:: Task directions ::
Scan the records for the string "lineJoin"; copy each line where it occurs.

:: Records from a data source ::

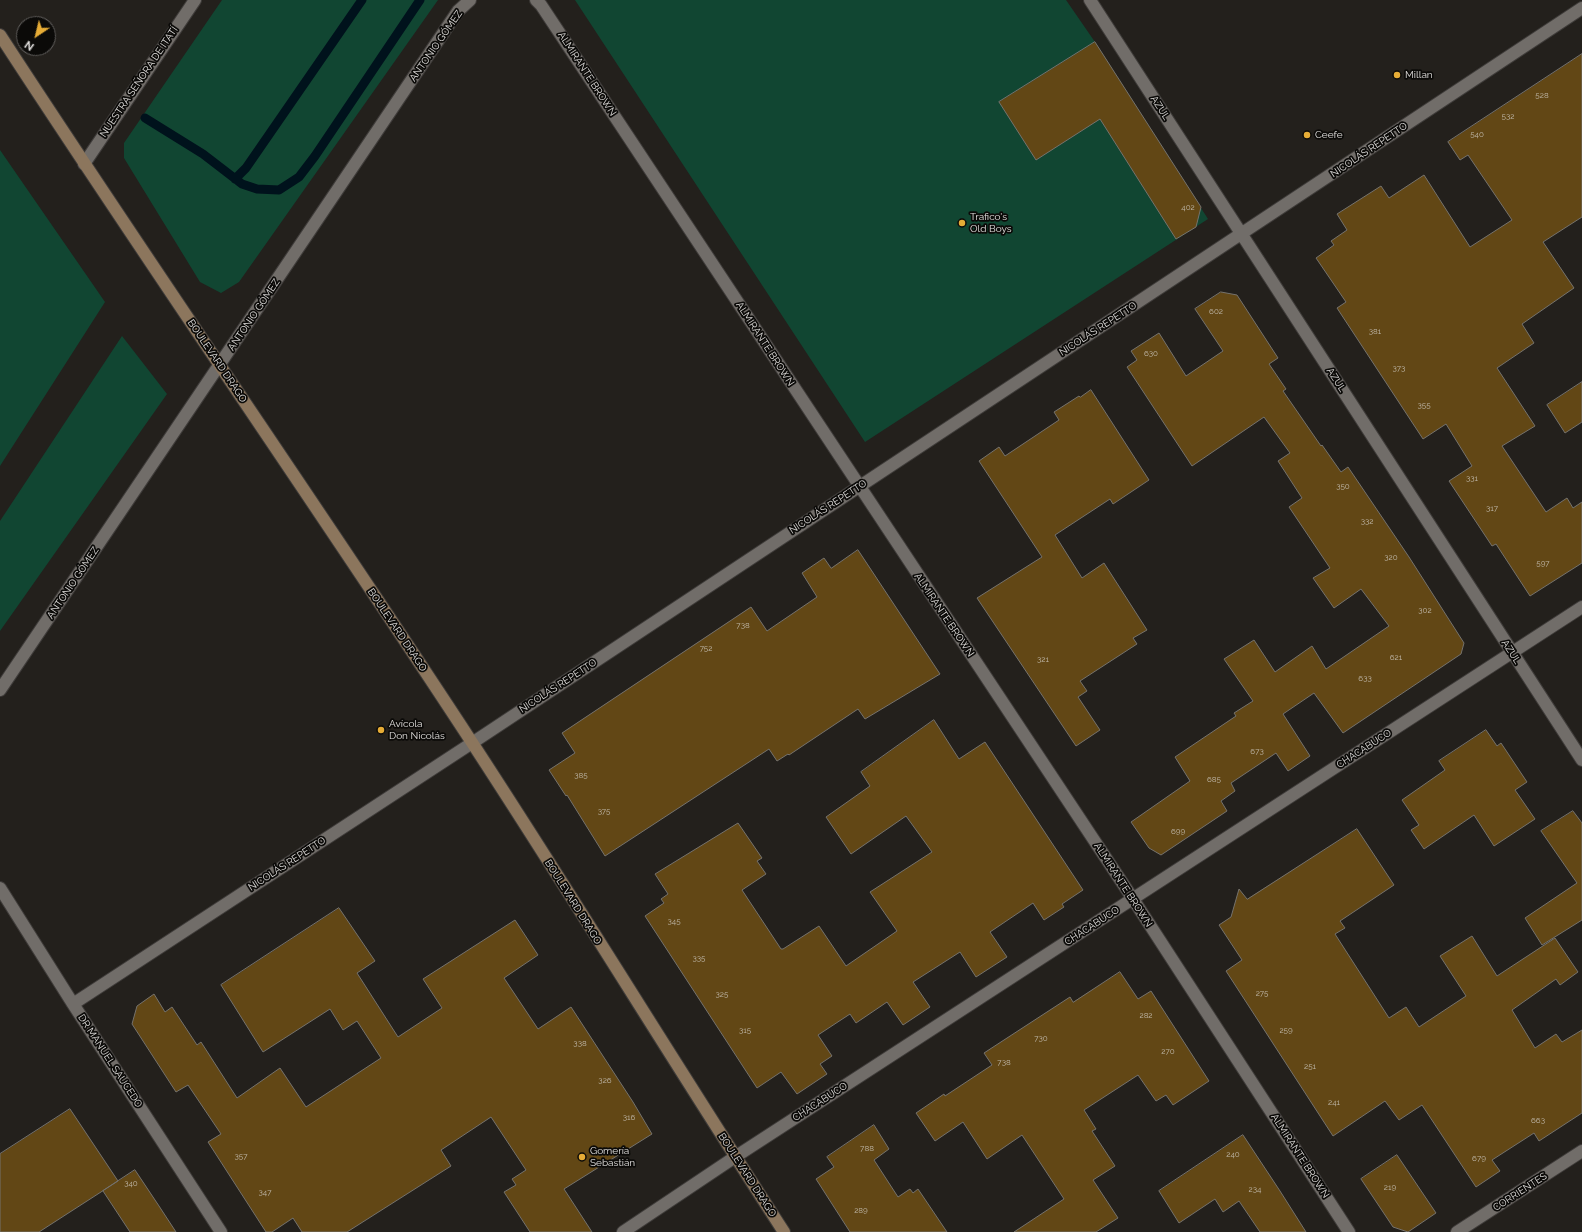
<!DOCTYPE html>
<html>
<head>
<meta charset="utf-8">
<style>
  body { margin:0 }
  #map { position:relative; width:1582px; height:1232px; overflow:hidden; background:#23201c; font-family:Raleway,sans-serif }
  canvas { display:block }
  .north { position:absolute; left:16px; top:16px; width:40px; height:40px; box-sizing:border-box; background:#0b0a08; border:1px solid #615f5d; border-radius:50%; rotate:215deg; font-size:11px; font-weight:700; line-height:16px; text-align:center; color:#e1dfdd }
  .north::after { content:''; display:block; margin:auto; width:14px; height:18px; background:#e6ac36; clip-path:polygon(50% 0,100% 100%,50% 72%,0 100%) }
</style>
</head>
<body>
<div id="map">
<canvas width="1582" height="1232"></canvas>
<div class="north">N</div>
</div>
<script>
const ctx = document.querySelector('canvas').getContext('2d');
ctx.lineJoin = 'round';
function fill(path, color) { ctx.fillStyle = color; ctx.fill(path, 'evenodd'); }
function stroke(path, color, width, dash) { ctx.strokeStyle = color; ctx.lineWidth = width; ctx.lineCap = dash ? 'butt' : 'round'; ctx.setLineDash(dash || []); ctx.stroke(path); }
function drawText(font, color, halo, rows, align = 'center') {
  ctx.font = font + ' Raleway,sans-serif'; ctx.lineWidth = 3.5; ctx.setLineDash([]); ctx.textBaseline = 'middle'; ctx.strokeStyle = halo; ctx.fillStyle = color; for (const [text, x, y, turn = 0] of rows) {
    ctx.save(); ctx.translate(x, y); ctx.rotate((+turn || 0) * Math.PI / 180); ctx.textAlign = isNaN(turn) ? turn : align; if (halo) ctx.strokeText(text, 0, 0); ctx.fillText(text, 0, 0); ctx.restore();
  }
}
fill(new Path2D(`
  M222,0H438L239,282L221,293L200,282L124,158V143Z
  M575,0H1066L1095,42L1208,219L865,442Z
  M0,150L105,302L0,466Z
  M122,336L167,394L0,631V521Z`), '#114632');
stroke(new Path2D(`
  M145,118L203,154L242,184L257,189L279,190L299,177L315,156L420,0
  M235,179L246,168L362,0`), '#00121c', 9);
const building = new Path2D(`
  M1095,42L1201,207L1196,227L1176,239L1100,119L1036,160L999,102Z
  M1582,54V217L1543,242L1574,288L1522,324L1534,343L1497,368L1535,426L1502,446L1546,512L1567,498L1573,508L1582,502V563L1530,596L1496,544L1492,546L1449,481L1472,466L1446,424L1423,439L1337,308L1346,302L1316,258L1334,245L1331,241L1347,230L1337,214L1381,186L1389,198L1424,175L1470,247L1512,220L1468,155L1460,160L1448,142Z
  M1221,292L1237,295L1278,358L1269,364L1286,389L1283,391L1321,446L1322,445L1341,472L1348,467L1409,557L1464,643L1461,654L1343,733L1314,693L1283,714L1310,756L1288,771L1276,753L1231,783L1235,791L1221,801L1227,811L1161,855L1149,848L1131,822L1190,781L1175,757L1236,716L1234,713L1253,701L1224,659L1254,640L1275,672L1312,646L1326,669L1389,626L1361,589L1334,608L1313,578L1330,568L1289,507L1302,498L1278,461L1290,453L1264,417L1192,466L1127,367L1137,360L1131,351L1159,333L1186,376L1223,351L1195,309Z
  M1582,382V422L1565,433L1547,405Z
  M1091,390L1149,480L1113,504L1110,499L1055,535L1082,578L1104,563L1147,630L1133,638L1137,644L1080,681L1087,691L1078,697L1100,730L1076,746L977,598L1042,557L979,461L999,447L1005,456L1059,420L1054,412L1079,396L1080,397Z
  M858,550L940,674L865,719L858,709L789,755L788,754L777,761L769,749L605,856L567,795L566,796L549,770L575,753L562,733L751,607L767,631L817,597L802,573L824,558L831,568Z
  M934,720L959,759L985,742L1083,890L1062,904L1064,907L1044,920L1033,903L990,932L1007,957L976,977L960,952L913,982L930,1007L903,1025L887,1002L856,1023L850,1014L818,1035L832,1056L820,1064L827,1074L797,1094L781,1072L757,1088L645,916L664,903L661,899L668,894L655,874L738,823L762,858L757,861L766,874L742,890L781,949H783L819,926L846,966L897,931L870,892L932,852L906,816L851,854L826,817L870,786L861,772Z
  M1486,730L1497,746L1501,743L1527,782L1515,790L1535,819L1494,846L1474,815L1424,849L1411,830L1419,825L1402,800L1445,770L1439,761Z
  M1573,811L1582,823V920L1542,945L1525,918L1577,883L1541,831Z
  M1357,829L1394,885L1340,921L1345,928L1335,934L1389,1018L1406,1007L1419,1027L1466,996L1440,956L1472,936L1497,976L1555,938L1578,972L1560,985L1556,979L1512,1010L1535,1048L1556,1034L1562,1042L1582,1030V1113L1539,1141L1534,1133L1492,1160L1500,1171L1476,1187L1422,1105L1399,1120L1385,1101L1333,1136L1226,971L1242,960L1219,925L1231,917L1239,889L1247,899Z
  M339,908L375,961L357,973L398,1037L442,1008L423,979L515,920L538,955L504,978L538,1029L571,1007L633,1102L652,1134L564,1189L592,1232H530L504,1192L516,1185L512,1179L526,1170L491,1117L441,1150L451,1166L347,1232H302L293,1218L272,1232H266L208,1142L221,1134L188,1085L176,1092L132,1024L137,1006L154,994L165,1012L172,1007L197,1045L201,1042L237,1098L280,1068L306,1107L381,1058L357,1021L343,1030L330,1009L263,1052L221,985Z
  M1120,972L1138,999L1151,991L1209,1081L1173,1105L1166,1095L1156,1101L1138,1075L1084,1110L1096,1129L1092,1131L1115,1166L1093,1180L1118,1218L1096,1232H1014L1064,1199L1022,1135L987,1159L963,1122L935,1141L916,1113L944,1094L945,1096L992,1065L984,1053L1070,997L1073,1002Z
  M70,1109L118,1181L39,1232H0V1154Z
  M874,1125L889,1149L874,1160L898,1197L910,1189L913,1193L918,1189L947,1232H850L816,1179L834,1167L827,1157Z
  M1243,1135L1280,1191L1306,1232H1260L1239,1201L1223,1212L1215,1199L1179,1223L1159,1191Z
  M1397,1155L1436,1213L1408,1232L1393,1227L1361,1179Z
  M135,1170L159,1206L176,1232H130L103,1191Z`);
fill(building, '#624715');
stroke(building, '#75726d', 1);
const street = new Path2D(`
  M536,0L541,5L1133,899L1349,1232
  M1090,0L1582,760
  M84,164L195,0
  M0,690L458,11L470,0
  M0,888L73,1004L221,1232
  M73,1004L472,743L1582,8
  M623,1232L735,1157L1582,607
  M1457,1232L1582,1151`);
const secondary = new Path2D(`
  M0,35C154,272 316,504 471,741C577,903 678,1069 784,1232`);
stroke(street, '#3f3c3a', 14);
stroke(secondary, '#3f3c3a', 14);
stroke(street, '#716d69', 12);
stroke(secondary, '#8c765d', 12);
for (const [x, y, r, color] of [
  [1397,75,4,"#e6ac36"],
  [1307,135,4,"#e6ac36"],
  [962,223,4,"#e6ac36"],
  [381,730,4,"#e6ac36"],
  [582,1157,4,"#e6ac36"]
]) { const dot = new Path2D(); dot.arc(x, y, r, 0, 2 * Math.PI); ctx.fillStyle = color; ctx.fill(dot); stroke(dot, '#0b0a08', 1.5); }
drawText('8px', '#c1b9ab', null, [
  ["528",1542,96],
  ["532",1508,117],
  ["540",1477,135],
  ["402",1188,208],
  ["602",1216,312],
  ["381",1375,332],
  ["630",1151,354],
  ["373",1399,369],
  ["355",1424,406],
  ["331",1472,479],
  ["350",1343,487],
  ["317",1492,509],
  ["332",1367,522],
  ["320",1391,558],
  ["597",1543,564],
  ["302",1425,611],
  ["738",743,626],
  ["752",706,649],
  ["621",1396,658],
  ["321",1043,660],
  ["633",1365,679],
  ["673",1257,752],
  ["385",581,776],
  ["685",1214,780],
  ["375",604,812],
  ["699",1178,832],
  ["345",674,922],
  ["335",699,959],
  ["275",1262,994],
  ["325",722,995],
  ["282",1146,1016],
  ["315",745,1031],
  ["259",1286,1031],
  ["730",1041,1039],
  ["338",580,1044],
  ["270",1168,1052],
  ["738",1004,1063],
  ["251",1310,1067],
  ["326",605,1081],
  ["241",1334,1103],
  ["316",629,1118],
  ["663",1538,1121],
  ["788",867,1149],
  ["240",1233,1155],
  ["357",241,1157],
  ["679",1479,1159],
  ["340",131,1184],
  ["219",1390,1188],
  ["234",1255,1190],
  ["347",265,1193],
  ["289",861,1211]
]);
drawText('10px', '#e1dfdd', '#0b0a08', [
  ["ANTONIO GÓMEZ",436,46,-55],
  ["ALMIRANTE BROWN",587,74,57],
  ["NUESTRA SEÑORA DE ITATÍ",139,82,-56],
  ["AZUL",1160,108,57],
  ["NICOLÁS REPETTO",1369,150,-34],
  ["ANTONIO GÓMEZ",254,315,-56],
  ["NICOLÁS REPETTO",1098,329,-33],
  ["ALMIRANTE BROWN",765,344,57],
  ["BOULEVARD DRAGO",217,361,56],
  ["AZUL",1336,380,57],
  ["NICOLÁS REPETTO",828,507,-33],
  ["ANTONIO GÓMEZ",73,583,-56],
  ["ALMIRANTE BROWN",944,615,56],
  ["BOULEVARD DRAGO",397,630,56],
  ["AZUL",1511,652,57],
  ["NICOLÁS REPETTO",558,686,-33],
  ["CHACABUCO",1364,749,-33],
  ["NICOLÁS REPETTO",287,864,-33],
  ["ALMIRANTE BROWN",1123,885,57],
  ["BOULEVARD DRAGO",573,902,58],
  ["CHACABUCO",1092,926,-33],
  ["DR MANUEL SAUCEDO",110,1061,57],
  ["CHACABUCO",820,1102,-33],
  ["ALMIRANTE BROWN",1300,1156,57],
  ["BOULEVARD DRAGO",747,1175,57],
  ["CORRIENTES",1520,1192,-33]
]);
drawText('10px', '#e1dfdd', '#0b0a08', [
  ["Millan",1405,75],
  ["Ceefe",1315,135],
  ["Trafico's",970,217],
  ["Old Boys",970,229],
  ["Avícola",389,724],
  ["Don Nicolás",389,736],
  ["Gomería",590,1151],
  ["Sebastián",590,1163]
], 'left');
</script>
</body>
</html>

--

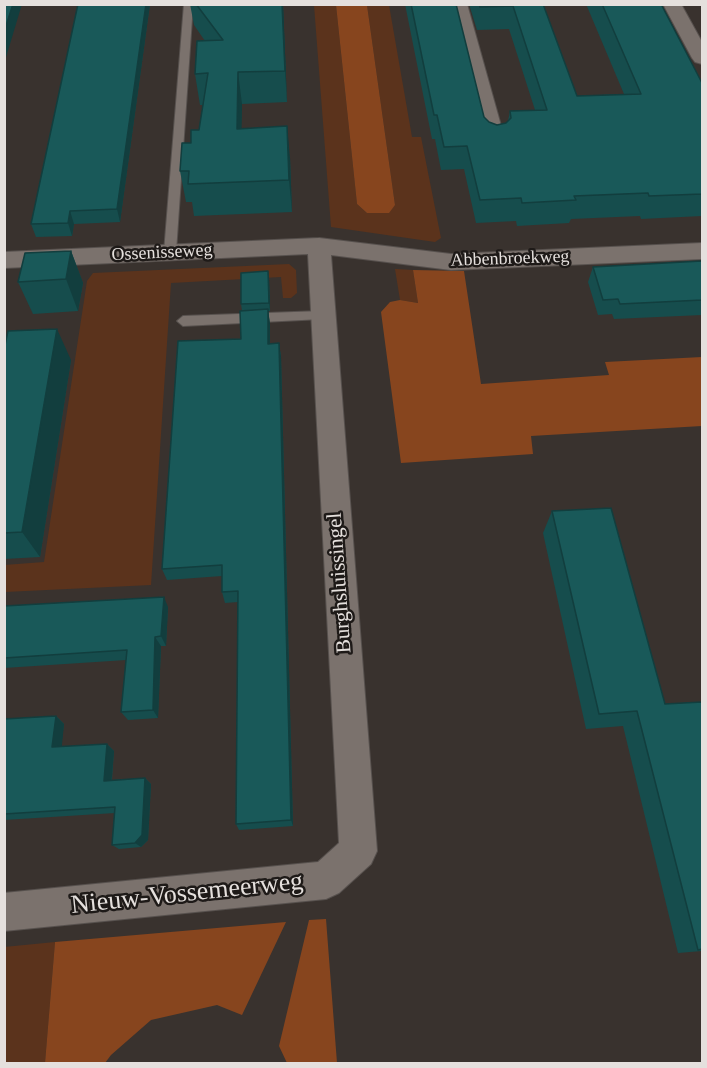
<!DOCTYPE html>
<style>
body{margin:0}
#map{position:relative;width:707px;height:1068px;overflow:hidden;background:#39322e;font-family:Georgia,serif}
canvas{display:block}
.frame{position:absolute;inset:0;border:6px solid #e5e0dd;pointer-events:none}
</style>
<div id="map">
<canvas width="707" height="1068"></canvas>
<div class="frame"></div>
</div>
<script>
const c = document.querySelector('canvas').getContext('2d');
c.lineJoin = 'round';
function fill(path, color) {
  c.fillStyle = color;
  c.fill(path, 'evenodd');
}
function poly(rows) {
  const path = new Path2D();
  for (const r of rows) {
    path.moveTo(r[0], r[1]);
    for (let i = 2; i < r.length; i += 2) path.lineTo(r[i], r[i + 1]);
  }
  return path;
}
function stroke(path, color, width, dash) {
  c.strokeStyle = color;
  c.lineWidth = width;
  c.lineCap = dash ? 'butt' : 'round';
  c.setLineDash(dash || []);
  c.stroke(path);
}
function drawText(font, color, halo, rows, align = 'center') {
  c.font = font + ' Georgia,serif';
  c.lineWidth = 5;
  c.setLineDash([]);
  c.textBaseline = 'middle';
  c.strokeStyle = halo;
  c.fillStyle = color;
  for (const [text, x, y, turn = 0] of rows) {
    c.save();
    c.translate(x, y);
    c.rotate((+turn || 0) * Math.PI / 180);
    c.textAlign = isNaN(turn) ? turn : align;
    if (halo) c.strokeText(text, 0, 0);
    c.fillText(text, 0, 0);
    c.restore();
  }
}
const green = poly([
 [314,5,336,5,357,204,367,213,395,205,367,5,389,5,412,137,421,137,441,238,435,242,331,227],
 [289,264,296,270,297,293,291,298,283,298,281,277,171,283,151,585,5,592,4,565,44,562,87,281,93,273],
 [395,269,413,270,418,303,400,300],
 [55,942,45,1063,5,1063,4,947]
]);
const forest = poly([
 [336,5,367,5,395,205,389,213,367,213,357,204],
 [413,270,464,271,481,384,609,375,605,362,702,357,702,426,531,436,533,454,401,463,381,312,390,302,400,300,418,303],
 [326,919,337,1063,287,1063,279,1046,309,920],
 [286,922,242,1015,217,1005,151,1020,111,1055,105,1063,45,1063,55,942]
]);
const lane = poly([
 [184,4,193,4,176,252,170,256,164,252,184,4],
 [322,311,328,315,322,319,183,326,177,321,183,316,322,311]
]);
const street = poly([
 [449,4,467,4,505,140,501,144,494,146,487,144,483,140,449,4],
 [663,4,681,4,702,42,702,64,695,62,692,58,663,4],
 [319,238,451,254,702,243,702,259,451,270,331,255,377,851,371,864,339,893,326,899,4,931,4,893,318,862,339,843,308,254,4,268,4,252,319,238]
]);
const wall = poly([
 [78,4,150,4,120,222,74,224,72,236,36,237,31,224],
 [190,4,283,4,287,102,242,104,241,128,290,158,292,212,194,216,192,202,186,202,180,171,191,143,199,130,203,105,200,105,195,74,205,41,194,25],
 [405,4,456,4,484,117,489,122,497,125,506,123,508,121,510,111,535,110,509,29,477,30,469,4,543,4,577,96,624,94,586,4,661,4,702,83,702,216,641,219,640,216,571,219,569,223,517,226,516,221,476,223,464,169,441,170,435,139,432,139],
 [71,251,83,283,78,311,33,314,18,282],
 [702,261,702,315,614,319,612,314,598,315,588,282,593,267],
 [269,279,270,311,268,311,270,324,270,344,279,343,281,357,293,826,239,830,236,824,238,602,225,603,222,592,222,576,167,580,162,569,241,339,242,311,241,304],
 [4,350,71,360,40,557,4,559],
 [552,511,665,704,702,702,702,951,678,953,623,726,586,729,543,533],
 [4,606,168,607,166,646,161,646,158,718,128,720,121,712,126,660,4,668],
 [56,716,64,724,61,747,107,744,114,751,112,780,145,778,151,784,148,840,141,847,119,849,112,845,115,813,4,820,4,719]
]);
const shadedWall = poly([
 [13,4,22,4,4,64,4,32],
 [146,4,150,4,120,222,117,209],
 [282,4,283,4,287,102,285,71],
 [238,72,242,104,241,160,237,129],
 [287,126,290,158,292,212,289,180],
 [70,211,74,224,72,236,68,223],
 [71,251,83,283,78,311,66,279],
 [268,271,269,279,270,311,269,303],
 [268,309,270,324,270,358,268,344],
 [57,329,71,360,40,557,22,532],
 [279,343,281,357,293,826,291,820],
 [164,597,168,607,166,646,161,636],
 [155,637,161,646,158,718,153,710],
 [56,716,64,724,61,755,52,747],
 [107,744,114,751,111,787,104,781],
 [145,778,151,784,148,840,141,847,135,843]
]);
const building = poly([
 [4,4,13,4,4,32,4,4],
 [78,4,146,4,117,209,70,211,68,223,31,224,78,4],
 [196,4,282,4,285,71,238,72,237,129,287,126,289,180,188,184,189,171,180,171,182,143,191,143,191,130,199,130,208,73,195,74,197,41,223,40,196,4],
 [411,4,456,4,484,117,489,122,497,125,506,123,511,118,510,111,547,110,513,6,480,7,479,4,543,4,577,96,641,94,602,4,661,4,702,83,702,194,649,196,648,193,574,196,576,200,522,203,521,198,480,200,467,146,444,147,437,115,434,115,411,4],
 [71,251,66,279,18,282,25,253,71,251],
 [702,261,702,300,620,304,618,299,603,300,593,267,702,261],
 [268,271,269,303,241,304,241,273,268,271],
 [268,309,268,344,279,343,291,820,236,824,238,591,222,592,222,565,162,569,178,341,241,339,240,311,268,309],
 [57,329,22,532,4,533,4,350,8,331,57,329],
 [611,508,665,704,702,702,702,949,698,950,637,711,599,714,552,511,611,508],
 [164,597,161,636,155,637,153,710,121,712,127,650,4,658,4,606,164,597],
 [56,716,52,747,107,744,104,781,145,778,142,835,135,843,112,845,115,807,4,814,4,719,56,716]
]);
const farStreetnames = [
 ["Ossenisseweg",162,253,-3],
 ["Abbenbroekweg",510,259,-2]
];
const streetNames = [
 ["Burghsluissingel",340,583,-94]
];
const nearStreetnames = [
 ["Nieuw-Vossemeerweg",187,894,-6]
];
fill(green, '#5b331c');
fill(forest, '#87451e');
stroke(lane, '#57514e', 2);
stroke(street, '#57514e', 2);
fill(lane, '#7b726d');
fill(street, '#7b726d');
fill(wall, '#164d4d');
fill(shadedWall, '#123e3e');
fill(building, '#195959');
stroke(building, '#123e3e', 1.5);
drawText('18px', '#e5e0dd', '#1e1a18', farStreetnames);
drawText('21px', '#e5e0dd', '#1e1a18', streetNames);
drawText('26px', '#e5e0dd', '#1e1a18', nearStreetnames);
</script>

:: Exercise answer ::
ctx.lineJoin = 'round';
c.lineJoin = 'round';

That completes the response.